◆ **Exercise instructions**
Go through the listing and return every line with "Give" in it.

___ Records shown ___

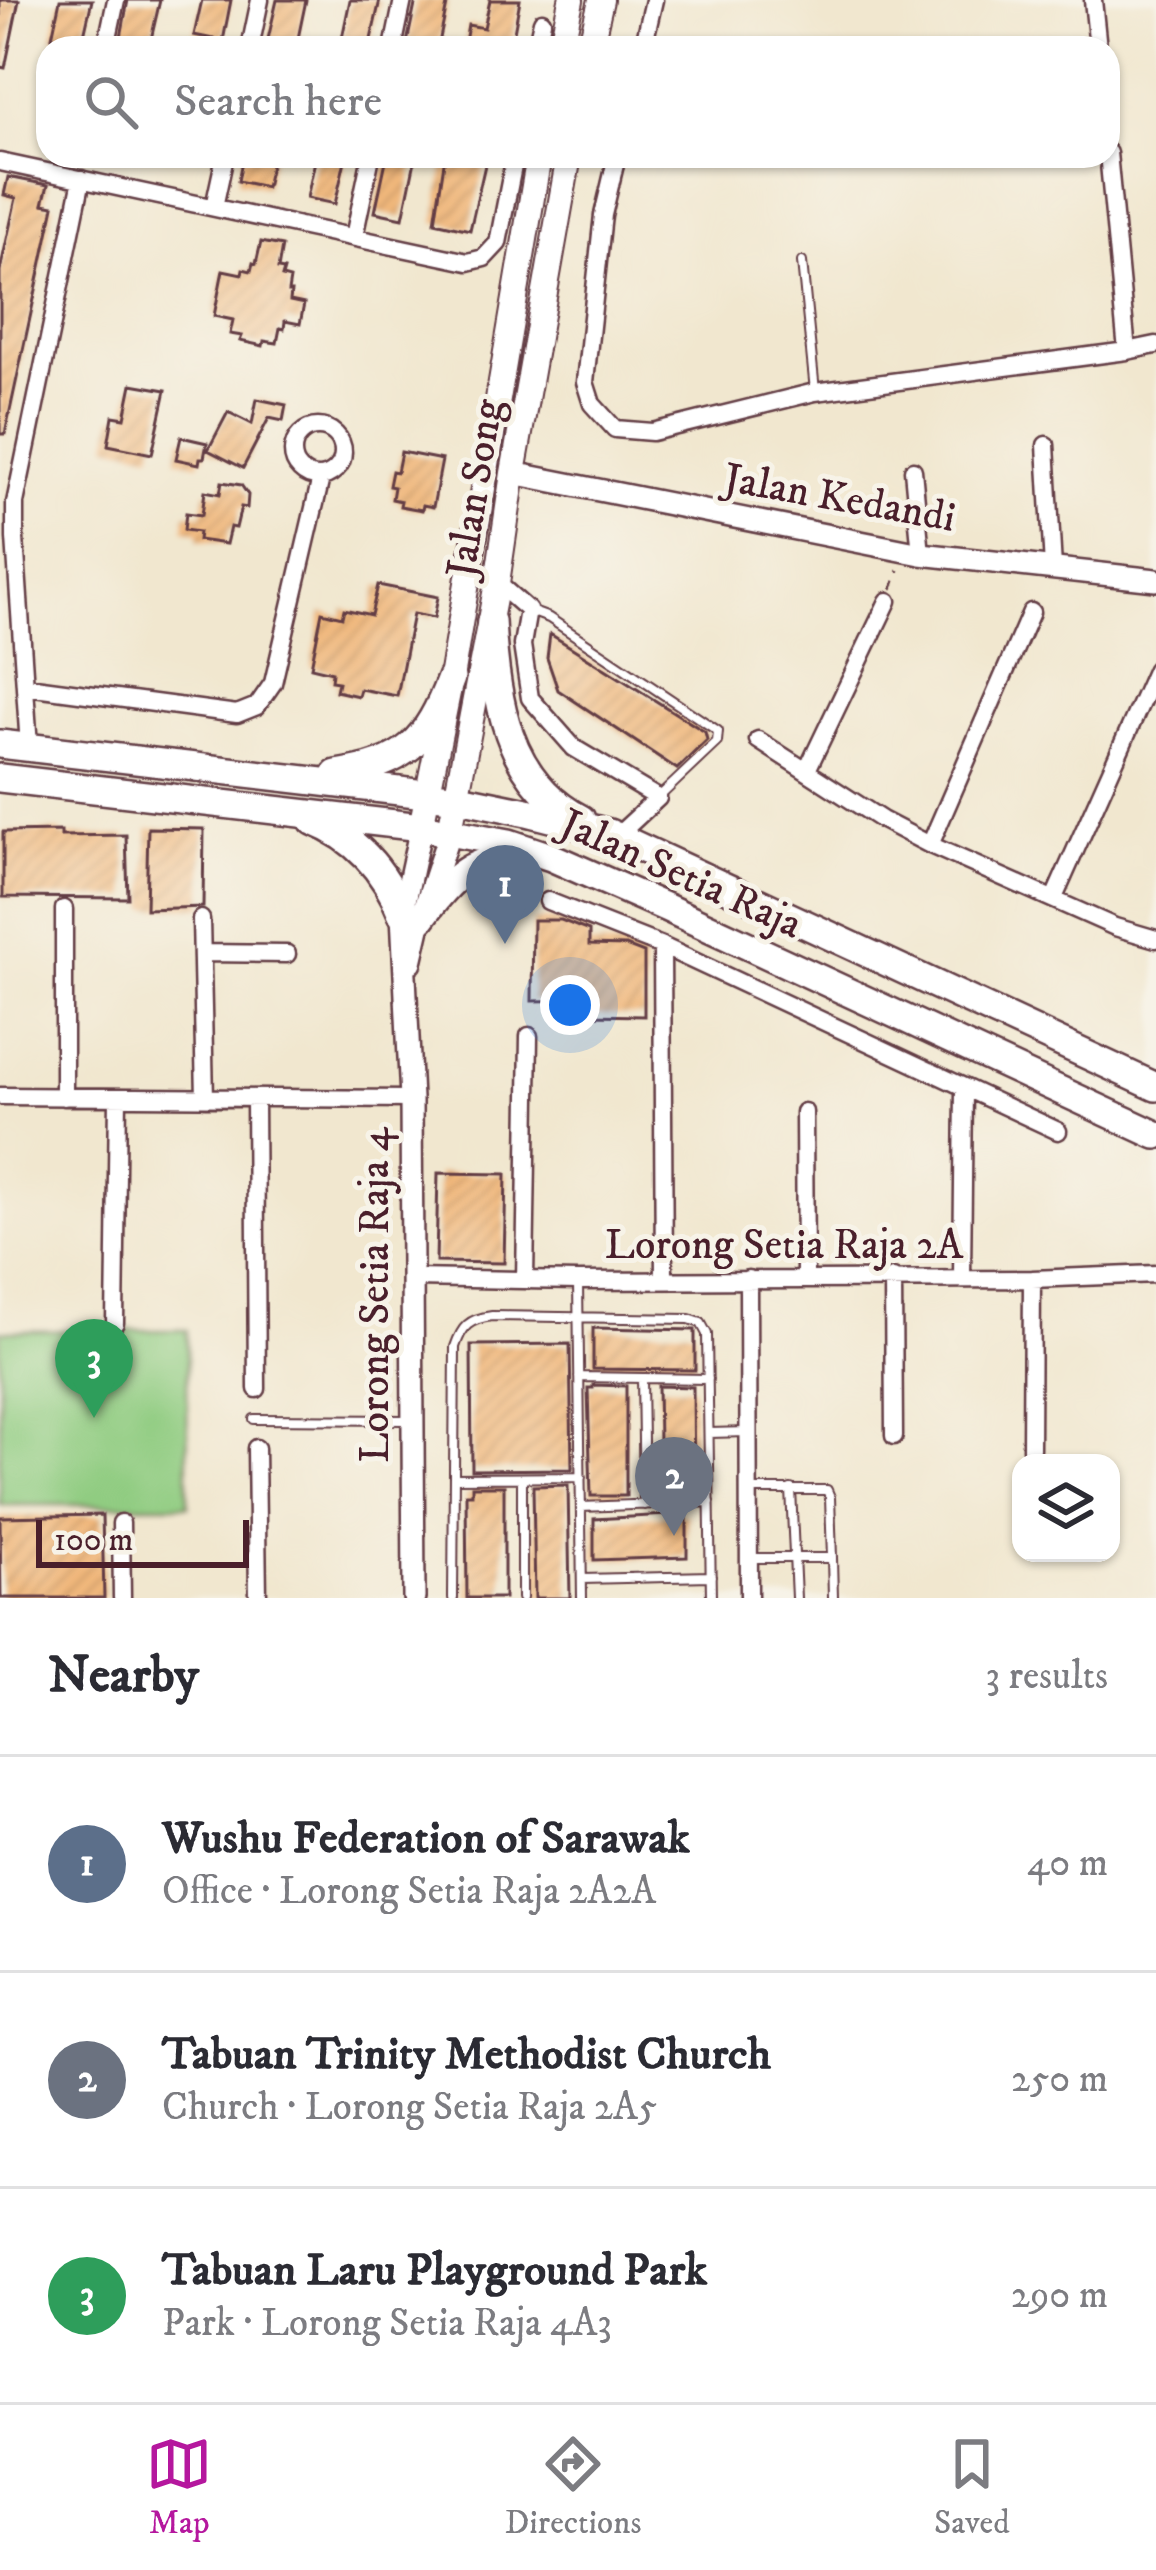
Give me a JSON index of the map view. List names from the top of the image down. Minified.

___
___ Records shown ___

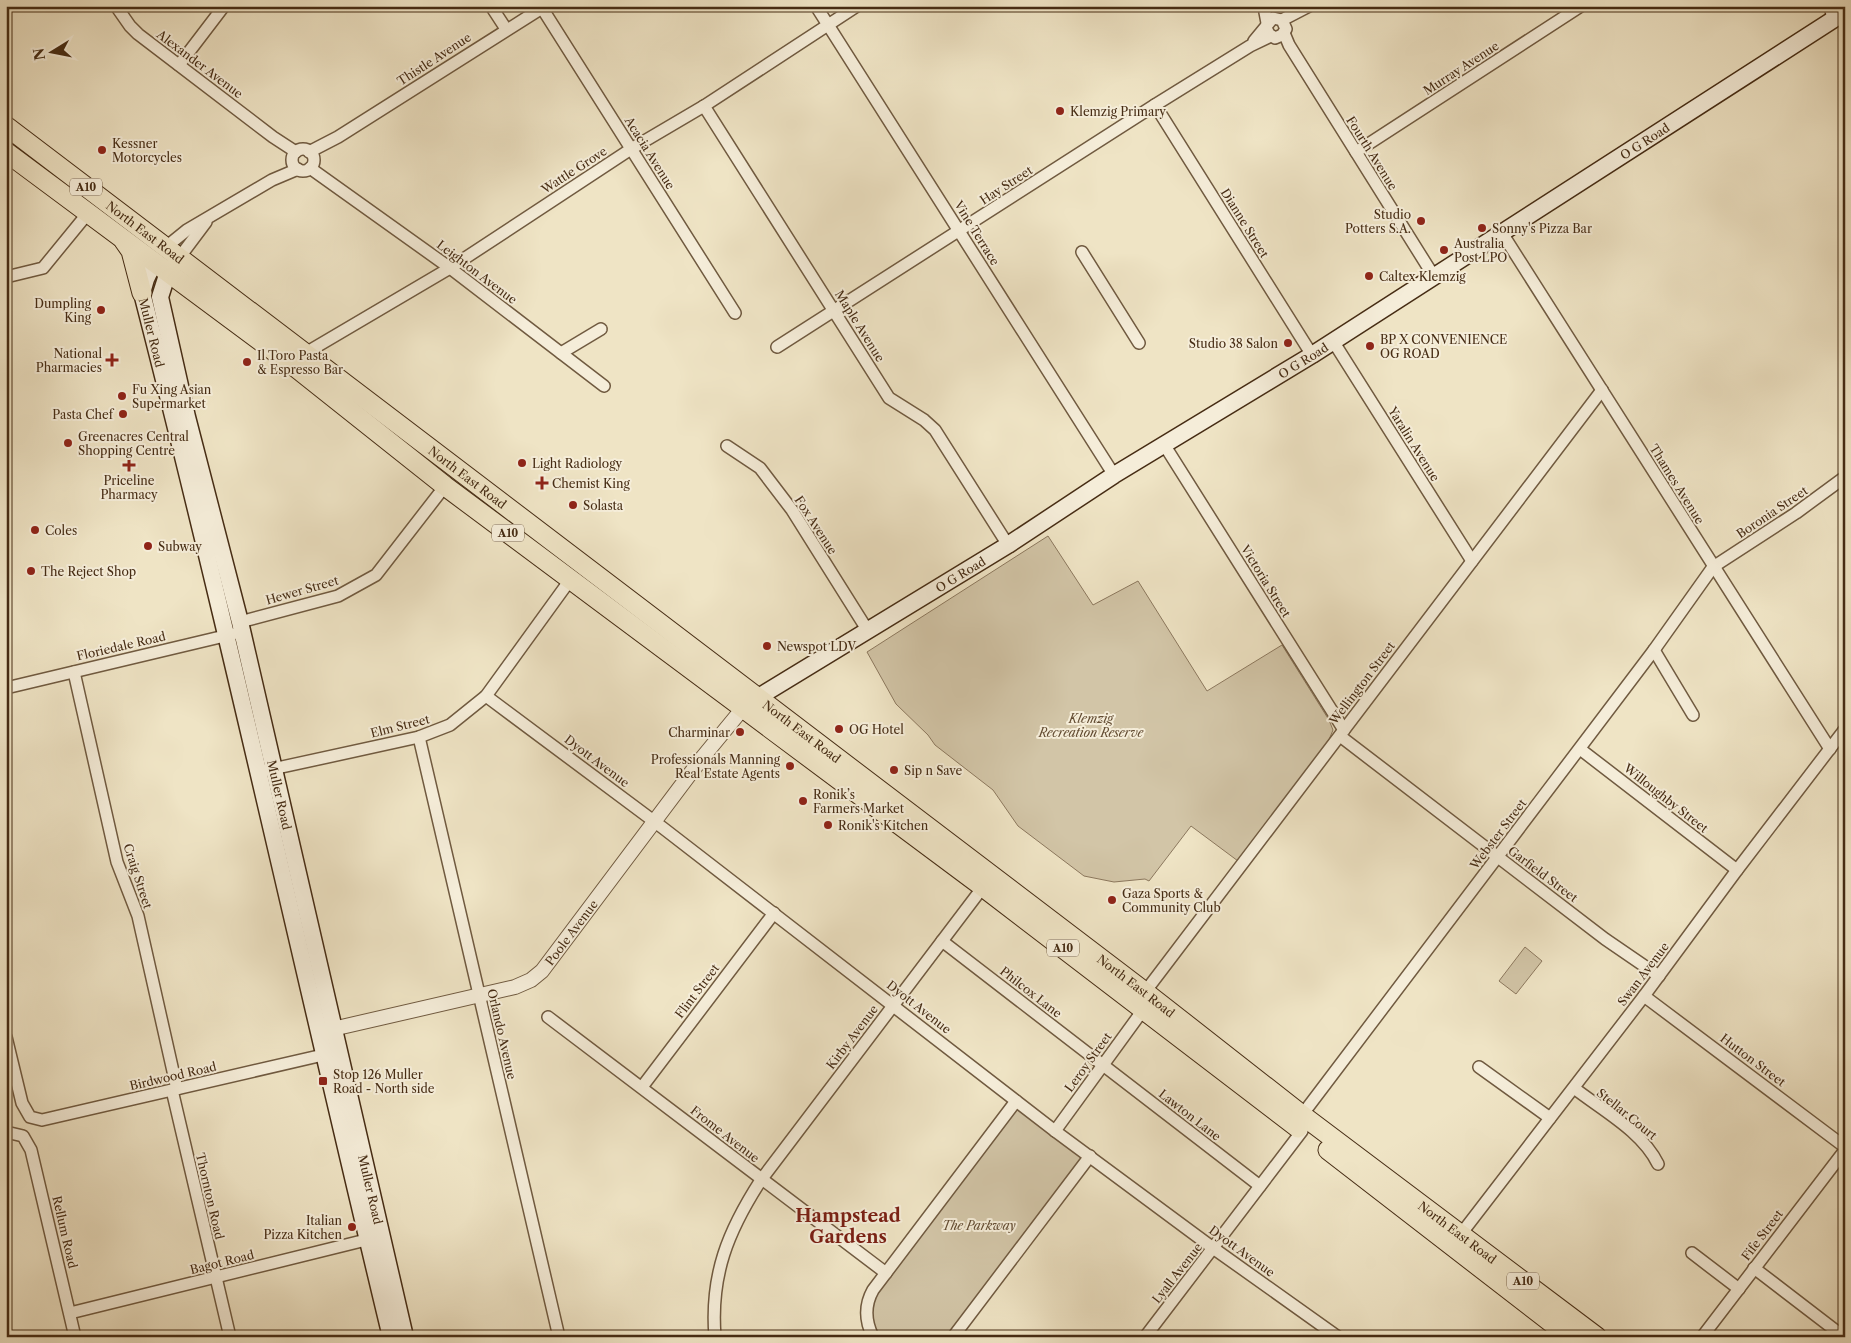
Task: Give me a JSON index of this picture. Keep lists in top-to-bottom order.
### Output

___

◆ **Response below**
Give me a JSON index of the map view. List names from the top of the image down. Minified.
Task: Give me a JSON index of this picture. Keep lists in top-to-bottom order.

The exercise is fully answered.